**Assignment**: In the entries below, some lines hold the string "drop"; please say how many, giving the number and nothing else.
--- Records for the task Enclosed Below ---
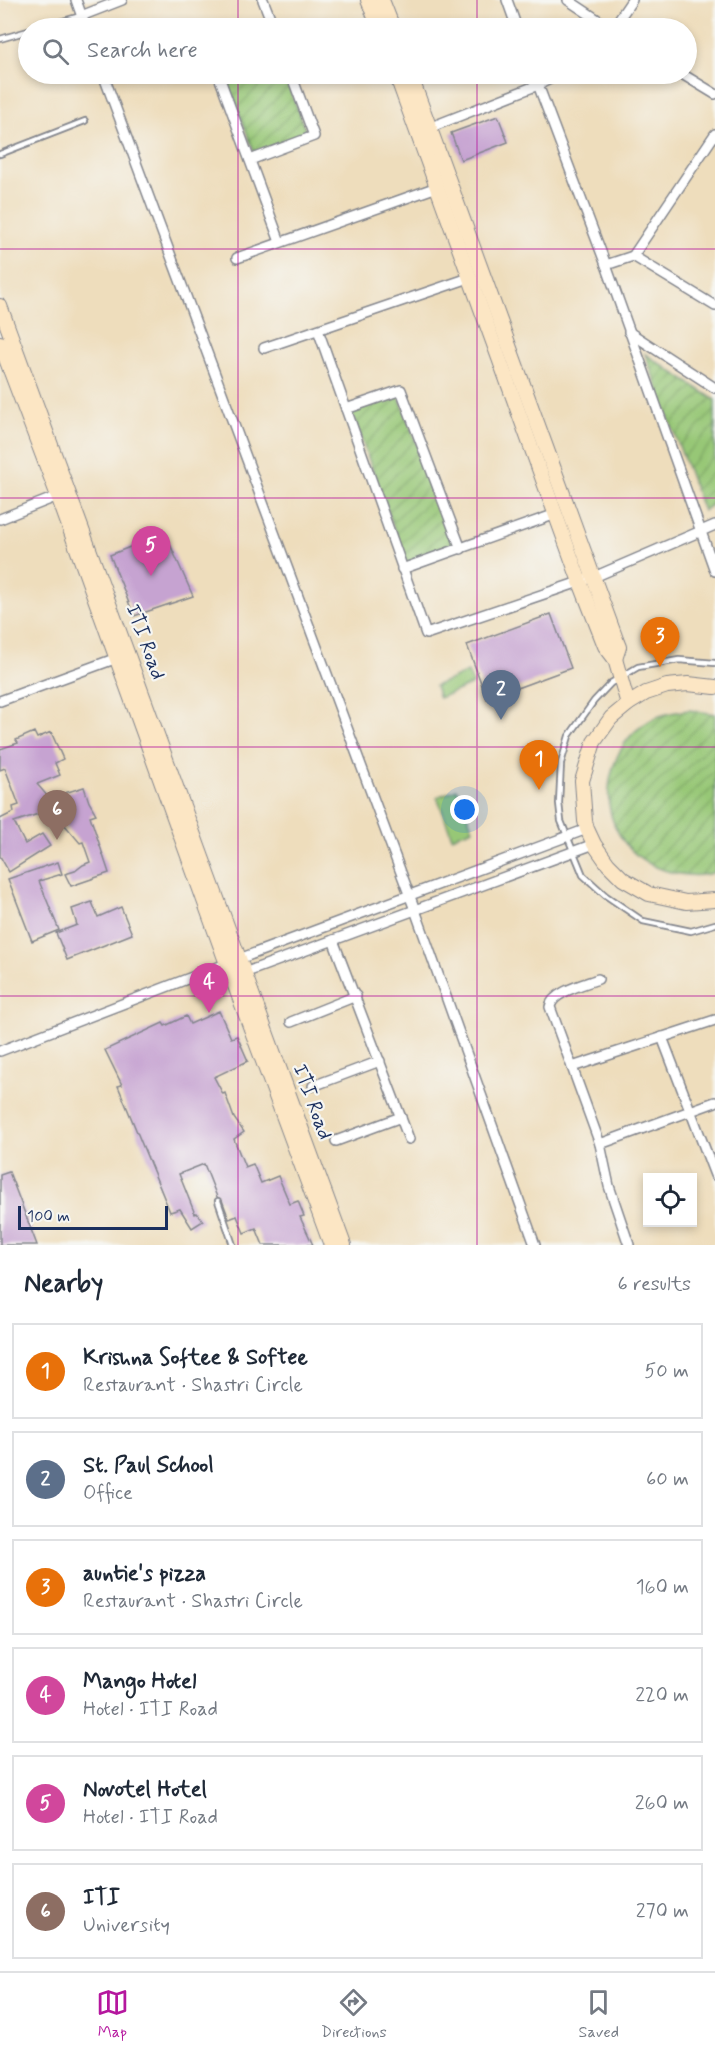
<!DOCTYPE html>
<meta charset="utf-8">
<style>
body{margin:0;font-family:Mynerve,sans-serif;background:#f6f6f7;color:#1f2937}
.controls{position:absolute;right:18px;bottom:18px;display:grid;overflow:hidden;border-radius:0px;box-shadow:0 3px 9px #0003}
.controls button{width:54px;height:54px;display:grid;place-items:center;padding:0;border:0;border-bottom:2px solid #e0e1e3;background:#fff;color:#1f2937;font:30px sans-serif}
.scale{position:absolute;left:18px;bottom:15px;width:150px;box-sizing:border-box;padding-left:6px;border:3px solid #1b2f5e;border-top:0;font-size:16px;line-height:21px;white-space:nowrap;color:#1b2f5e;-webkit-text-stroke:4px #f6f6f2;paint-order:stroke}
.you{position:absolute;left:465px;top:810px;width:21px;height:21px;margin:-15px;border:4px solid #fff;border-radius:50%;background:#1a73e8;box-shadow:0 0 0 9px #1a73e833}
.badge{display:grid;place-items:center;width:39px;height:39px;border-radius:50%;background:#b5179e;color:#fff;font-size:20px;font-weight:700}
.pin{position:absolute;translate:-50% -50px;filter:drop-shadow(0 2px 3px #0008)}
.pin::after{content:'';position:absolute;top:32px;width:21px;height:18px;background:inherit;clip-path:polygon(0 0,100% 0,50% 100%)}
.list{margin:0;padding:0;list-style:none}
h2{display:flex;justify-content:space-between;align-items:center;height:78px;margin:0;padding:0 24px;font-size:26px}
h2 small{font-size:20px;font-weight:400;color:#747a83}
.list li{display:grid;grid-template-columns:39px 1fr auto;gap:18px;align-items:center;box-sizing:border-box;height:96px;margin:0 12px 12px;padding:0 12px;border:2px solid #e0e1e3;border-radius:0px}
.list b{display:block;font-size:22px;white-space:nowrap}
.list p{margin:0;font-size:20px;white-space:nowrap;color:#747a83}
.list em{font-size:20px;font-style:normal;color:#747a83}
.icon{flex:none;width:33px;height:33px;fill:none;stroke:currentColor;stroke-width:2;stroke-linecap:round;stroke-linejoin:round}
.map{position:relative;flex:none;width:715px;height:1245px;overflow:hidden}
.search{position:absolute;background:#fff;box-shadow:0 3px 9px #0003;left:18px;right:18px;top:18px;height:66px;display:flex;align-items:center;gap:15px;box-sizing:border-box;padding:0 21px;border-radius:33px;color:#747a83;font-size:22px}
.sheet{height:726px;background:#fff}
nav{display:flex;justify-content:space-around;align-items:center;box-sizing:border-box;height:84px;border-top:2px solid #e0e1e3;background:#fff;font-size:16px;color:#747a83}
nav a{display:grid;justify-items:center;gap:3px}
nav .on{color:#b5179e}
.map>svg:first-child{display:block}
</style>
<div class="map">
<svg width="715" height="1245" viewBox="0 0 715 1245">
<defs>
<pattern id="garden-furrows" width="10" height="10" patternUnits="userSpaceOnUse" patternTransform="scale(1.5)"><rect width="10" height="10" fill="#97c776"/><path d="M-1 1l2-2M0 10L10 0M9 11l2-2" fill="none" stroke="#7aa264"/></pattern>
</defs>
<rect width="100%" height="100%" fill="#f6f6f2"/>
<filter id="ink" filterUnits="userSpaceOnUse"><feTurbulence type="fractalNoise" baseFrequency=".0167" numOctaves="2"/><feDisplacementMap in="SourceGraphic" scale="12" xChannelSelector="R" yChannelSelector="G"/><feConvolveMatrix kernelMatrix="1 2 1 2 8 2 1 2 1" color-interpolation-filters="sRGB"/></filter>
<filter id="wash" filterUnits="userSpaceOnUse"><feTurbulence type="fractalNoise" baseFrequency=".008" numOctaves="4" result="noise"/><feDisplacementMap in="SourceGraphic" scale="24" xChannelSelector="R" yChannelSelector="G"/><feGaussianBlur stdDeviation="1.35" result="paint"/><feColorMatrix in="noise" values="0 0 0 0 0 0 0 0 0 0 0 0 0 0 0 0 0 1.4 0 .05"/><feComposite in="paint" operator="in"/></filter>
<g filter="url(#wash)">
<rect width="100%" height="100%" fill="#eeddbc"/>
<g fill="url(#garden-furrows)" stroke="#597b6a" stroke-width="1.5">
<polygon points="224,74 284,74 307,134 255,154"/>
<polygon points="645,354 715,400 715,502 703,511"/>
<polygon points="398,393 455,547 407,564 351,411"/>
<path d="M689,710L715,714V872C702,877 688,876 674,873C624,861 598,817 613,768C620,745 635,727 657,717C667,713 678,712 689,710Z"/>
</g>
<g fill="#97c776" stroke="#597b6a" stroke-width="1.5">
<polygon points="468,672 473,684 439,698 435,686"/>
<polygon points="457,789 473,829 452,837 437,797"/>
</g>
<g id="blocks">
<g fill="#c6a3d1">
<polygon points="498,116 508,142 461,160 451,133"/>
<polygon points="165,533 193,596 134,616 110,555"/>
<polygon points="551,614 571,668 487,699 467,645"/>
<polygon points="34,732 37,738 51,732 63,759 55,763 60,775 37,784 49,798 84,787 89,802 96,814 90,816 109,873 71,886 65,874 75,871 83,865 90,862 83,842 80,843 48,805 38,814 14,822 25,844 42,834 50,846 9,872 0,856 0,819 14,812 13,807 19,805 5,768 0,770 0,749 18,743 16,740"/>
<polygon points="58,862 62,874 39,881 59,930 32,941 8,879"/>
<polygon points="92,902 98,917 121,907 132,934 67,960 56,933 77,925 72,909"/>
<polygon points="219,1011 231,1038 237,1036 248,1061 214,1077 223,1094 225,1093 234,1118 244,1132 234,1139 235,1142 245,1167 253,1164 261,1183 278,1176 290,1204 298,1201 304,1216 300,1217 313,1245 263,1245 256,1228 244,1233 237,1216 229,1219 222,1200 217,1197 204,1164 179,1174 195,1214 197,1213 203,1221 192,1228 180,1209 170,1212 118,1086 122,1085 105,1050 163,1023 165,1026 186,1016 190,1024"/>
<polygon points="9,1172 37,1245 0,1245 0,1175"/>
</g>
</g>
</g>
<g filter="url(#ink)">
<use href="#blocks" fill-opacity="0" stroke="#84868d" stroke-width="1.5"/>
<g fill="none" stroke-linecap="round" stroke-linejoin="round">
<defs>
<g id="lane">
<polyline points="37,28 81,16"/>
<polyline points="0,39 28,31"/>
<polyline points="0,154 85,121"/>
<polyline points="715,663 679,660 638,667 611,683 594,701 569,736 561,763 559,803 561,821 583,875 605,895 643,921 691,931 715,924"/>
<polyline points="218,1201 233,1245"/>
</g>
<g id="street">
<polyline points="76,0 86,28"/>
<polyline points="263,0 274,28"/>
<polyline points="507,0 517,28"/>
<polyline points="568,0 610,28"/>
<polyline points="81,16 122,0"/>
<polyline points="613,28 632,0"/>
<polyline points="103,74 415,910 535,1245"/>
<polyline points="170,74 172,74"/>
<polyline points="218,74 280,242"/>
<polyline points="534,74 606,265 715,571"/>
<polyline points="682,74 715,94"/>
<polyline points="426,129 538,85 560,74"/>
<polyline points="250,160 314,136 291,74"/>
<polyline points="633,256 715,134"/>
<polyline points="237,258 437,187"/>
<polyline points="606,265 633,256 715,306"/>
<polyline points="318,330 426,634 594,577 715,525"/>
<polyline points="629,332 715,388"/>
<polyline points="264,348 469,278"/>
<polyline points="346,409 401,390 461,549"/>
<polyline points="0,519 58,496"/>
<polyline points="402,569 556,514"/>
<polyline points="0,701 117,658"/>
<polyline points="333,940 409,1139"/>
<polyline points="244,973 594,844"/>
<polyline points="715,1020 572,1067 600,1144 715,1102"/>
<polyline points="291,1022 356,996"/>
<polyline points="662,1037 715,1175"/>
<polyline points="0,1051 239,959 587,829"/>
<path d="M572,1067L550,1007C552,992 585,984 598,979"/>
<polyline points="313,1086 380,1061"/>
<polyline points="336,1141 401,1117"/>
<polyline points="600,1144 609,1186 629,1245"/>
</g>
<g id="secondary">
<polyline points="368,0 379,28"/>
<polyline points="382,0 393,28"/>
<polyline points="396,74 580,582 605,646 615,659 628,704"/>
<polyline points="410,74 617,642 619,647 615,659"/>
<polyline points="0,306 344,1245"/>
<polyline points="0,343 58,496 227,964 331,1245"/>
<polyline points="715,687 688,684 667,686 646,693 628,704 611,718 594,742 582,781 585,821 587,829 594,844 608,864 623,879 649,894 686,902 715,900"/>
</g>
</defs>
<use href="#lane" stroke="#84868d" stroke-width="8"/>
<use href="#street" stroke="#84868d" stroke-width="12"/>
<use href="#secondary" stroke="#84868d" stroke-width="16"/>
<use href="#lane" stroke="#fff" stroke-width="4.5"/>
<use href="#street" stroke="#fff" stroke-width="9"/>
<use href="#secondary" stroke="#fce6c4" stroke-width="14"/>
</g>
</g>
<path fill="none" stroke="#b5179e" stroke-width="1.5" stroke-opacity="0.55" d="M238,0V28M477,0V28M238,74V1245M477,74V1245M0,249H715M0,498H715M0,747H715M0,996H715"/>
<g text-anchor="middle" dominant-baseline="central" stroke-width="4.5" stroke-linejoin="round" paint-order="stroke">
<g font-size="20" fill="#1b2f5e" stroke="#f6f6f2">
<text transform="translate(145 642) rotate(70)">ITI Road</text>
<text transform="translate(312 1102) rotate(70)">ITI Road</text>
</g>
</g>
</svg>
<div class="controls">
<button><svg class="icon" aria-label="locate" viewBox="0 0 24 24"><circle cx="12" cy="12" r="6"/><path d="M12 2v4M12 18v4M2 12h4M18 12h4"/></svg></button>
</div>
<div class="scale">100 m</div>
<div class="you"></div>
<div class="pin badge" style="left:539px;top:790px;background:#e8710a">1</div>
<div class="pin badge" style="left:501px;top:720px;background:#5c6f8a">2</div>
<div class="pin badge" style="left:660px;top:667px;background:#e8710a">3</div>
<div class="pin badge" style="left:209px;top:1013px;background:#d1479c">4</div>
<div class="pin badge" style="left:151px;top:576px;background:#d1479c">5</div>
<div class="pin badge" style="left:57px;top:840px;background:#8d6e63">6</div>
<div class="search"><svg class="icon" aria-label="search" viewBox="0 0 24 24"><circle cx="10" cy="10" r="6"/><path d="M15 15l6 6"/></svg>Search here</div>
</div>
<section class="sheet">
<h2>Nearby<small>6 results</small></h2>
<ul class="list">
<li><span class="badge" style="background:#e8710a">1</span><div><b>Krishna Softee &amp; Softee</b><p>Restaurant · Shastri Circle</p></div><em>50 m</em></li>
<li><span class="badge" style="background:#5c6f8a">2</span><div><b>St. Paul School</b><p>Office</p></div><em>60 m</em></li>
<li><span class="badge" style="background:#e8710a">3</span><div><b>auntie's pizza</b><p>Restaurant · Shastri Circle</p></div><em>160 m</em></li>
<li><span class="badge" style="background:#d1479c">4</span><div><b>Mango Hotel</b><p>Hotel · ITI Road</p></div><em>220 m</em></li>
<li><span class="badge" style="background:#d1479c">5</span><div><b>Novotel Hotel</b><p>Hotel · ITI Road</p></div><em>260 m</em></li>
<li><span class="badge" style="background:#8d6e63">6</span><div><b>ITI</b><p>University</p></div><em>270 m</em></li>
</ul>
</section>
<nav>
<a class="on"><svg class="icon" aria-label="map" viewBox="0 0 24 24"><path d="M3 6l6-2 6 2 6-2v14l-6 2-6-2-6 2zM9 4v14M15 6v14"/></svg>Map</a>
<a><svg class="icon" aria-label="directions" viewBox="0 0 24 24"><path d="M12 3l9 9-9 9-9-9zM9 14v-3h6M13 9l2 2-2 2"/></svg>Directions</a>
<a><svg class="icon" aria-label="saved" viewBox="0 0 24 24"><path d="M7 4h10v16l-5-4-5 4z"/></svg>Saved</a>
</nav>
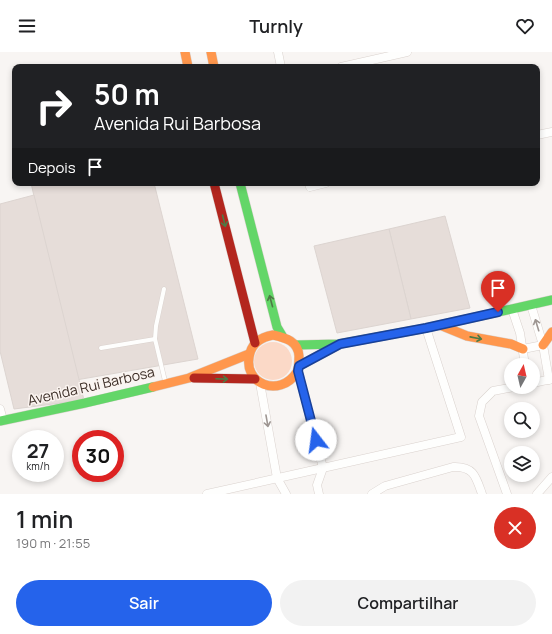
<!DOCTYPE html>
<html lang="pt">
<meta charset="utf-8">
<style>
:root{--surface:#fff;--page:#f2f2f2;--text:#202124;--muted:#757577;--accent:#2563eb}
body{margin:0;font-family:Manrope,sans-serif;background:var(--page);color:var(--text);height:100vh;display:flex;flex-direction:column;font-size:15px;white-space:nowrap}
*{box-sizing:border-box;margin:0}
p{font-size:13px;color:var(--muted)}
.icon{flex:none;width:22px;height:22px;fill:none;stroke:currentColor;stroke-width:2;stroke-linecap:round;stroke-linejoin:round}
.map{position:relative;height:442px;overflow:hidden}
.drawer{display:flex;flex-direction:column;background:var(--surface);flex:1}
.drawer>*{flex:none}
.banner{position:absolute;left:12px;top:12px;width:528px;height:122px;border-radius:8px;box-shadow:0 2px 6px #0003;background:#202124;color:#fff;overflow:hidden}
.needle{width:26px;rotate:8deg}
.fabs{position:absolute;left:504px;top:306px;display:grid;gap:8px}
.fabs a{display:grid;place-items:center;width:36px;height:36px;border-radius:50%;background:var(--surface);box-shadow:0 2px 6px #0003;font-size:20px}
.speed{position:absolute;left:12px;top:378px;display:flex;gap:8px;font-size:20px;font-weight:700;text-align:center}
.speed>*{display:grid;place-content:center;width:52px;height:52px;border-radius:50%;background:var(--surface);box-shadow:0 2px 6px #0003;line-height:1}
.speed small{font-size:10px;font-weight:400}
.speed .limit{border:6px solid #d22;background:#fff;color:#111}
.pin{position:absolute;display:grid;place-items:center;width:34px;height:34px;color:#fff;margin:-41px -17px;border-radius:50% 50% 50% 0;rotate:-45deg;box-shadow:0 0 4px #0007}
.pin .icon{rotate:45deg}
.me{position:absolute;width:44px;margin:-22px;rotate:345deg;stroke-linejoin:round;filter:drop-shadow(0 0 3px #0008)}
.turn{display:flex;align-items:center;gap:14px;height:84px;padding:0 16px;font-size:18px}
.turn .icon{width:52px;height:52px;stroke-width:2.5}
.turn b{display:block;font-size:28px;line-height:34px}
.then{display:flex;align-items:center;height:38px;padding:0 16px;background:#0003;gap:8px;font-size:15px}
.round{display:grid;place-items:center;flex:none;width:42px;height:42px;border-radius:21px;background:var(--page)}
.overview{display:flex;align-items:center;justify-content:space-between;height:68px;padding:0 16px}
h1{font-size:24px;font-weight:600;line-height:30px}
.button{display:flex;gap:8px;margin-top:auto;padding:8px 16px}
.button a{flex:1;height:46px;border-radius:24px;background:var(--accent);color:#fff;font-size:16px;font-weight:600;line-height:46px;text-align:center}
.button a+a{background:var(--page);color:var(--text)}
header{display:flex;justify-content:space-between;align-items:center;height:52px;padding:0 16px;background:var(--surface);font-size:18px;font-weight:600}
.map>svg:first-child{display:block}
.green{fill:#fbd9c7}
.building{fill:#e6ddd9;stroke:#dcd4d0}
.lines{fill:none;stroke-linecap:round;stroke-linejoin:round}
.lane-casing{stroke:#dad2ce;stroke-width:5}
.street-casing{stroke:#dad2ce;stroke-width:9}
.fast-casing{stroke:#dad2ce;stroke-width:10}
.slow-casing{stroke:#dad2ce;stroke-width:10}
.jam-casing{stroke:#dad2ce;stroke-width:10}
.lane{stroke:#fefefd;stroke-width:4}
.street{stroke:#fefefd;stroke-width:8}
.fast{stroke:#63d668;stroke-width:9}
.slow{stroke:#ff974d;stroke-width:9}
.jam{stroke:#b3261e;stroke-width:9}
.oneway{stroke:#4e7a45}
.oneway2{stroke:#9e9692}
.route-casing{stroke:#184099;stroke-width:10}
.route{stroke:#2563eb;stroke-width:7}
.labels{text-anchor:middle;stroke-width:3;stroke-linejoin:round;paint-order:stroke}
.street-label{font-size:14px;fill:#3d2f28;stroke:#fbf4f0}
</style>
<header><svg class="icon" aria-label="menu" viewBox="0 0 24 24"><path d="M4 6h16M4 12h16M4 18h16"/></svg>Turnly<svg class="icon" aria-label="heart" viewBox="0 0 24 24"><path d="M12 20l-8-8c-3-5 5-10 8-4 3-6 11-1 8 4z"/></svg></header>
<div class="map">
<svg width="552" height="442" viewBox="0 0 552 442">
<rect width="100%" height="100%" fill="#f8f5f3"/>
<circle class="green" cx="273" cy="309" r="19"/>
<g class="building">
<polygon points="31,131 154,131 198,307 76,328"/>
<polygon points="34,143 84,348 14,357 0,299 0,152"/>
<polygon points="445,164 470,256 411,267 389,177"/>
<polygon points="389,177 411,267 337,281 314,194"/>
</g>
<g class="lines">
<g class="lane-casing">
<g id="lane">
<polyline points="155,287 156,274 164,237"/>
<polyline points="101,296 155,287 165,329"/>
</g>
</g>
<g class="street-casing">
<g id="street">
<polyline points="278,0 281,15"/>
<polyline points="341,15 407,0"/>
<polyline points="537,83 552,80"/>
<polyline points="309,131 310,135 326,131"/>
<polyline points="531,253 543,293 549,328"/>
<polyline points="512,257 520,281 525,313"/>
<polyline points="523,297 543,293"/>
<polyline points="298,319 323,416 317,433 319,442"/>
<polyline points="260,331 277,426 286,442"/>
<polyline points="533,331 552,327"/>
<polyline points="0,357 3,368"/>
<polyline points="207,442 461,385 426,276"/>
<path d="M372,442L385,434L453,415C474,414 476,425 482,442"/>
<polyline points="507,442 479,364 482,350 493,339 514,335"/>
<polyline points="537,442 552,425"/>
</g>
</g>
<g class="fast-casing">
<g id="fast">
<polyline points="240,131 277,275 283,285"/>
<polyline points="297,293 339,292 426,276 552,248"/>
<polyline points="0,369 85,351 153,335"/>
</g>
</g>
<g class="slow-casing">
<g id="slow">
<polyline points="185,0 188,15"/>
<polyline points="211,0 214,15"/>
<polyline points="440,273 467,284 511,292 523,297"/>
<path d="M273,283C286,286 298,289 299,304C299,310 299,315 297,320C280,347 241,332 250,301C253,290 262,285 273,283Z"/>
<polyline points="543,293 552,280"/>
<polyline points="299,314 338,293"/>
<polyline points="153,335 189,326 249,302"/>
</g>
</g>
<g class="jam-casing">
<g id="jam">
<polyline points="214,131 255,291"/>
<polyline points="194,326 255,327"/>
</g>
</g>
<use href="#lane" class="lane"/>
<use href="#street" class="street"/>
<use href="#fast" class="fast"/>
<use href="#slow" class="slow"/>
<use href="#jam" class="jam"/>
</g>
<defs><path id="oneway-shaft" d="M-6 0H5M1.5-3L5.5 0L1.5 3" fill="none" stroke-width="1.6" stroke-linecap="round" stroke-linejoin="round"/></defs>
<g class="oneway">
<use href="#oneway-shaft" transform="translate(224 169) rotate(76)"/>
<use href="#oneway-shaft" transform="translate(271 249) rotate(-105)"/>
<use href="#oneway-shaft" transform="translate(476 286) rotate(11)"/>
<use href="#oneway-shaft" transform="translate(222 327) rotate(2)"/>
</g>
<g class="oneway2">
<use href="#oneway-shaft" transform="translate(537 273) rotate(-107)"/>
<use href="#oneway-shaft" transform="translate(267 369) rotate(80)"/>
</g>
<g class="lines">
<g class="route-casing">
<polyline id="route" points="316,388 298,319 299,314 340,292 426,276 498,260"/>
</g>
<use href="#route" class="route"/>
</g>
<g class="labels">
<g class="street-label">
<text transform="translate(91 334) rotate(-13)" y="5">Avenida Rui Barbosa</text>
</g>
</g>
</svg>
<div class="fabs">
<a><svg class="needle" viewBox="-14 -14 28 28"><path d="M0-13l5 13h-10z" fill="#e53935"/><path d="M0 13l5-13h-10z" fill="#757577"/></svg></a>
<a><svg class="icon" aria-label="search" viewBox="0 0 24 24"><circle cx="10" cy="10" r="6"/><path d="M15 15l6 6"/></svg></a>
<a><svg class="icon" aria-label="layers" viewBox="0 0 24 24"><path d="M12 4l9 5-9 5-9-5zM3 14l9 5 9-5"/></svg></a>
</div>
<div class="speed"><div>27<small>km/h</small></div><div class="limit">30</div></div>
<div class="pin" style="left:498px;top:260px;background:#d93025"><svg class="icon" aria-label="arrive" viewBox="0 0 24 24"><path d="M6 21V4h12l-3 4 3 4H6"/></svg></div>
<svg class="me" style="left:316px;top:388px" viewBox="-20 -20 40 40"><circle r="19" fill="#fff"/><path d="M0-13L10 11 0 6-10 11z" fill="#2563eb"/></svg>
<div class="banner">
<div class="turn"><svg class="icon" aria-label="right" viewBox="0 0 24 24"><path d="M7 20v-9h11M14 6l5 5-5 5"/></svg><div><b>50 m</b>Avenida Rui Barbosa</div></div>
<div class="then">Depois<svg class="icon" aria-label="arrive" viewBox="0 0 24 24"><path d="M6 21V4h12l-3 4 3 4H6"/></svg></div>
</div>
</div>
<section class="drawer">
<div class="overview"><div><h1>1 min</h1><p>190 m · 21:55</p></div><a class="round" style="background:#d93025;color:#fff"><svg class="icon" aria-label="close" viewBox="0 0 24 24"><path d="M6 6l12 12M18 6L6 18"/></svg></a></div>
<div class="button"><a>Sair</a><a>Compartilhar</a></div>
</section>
--- End of Enclosed Records for the task ---
**Reply**: 2